___ AVAILABLE DATA ___

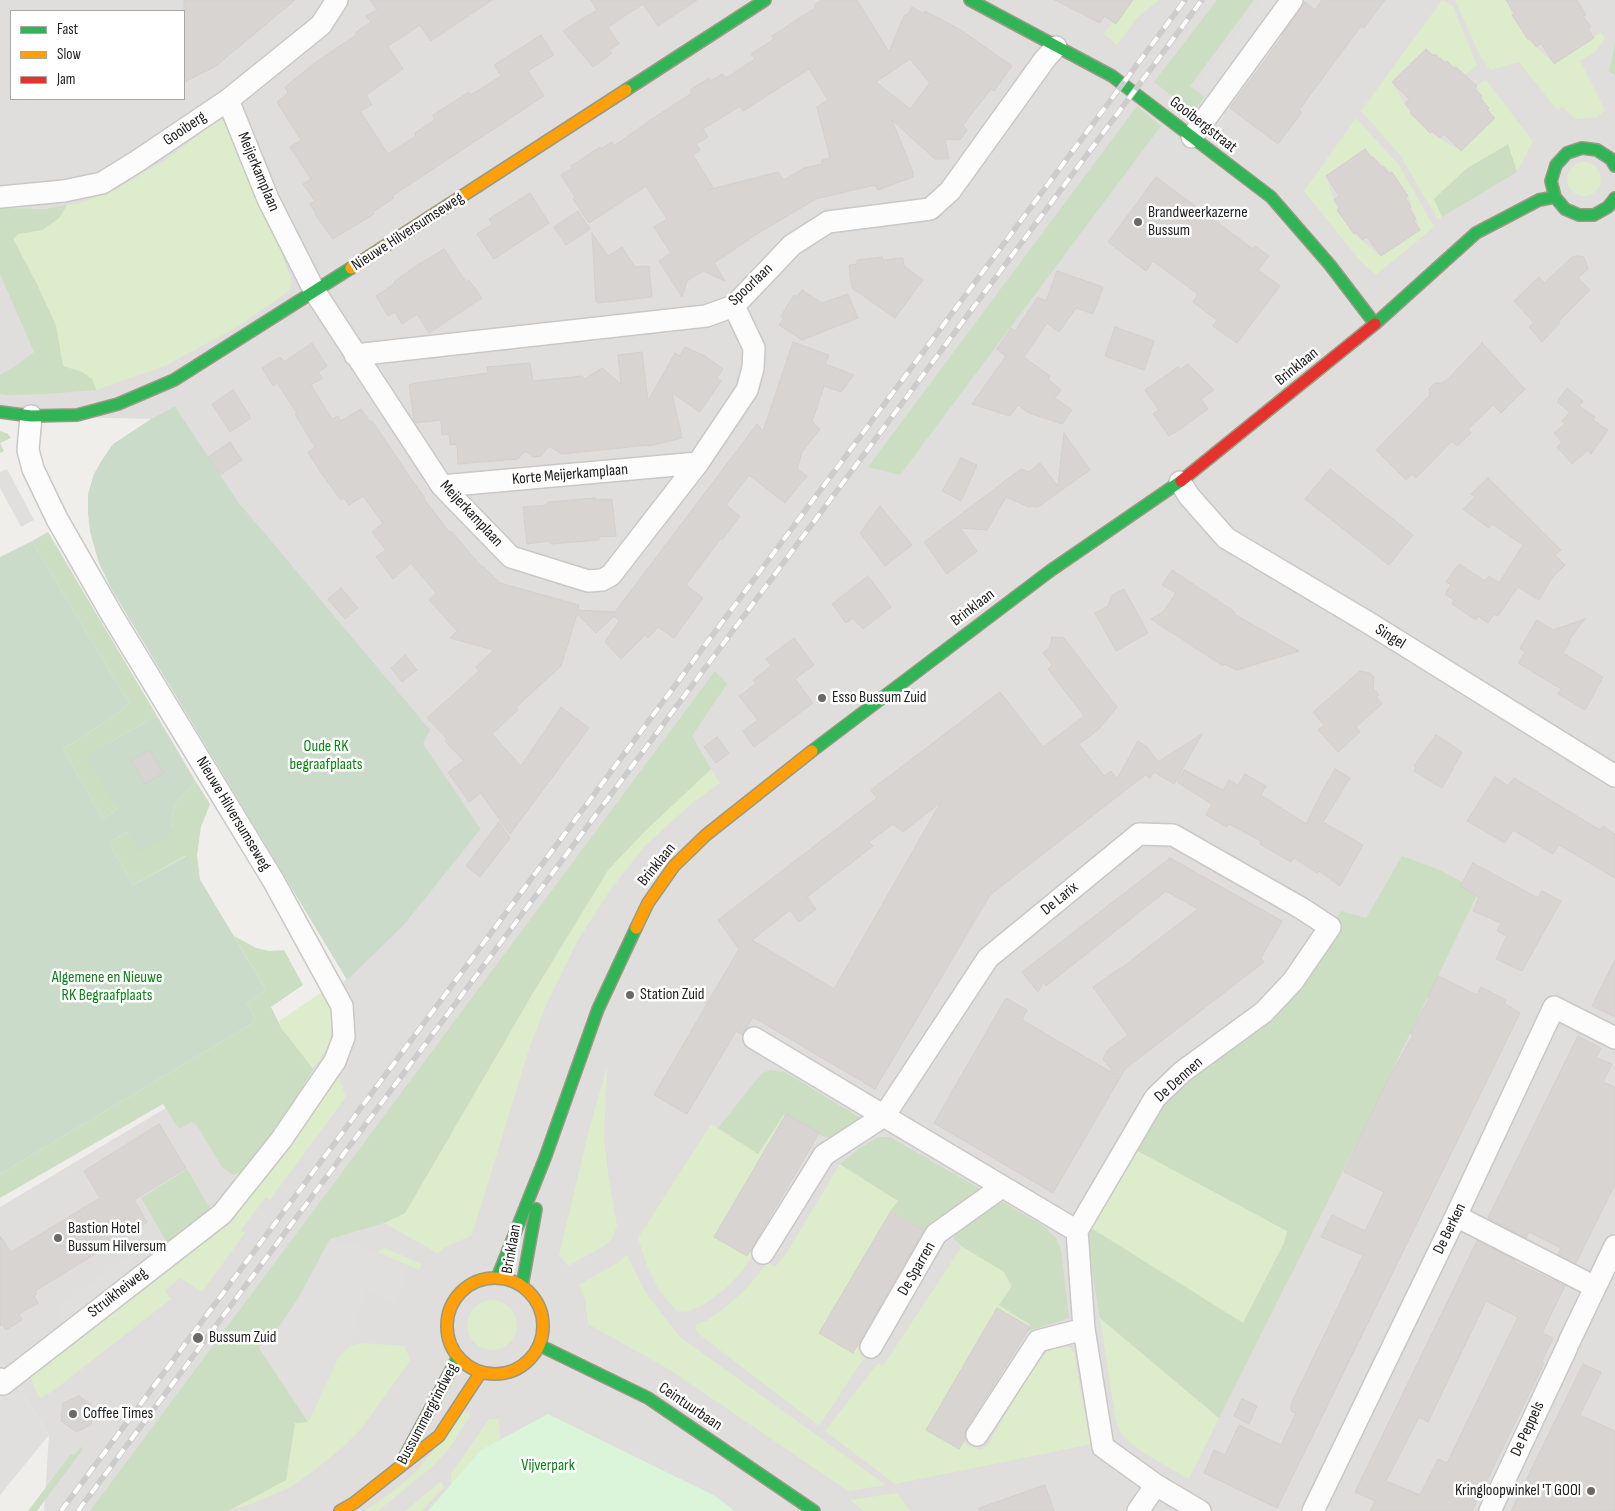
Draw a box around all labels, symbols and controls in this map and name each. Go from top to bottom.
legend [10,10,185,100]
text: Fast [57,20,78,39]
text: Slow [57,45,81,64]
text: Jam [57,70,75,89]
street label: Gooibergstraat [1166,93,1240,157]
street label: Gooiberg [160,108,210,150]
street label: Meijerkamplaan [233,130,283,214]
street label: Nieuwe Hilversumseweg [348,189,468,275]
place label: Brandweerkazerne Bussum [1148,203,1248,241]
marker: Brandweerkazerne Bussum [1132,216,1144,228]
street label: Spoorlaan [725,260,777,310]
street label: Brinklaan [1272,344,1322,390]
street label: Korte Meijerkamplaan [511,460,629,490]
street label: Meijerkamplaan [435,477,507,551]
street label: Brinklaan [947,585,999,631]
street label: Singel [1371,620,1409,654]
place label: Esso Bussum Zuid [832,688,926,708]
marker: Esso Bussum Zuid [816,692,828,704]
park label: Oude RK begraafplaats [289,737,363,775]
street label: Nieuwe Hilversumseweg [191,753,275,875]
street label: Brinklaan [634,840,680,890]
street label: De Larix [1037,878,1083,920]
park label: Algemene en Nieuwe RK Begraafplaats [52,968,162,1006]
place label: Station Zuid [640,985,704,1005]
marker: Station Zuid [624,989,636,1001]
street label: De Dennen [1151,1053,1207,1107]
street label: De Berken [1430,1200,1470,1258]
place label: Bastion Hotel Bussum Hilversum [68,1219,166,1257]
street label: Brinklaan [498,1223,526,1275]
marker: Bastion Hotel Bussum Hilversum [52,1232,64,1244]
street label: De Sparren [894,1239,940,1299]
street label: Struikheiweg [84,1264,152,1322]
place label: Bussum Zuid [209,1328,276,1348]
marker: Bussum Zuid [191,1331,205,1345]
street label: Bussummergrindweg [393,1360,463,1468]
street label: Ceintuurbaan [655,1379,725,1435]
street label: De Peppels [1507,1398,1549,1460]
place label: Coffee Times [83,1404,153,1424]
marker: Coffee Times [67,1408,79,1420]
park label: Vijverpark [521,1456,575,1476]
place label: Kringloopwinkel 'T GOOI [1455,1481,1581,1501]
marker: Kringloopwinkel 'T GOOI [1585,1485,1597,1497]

___

- **WHAT YOU NEED TO DO**
Check each line in the records above for the word "Bastion". Return those that have it.

- **RESPONSE AREA**
place label: Bastion Hotel Bussum Hilversum [68,1219,166,1257]
marker: Bastion Hotel Bussum Hilversum [52,1232,64,1244]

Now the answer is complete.